- **PROBLEM TO WORK ON**:
Retype all of the entries that appear below, keeping them exactly as they are.
Start of PROVIDED ENTRIES
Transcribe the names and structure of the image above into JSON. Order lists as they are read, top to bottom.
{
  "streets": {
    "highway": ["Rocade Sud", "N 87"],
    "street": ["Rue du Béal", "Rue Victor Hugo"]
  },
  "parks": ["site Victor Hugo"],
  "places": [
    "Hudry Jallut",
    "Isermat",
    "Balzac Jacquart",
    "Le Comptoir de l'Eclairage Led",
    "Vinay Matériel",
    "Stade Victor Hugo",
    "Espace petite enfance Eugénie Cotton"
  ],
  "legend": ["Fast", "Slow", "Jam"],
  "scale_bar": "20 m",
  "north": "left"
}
End of PROVIDED ENTRIES
- **TASK SOLUTION**:
Transcribe the names and structure of the image above into JSON. Order lists as they are read, top to bottom.
{
  "streets": {
    "highway": ["Rocade Sud", "N 87"],
    "street": ["Rue du Béal", "Rue Victor Hugo"]
  },
  "parks": ["site Victor Hugo"],
  "places": [
    "Hudry Jallut",
    "Isermat",
    "Balzac Jacquart",
    "Le Comptoir de l'Eclairage Led",
    "Vinay Matériel",
    "Stade Victor Hugo",
    "Espace petite enfance Eugénie Cotton"
  ],
  "legend": ["Fast", "Slow", "Jam"],
  "scale_bar": "20 m",
  "north": "left"
}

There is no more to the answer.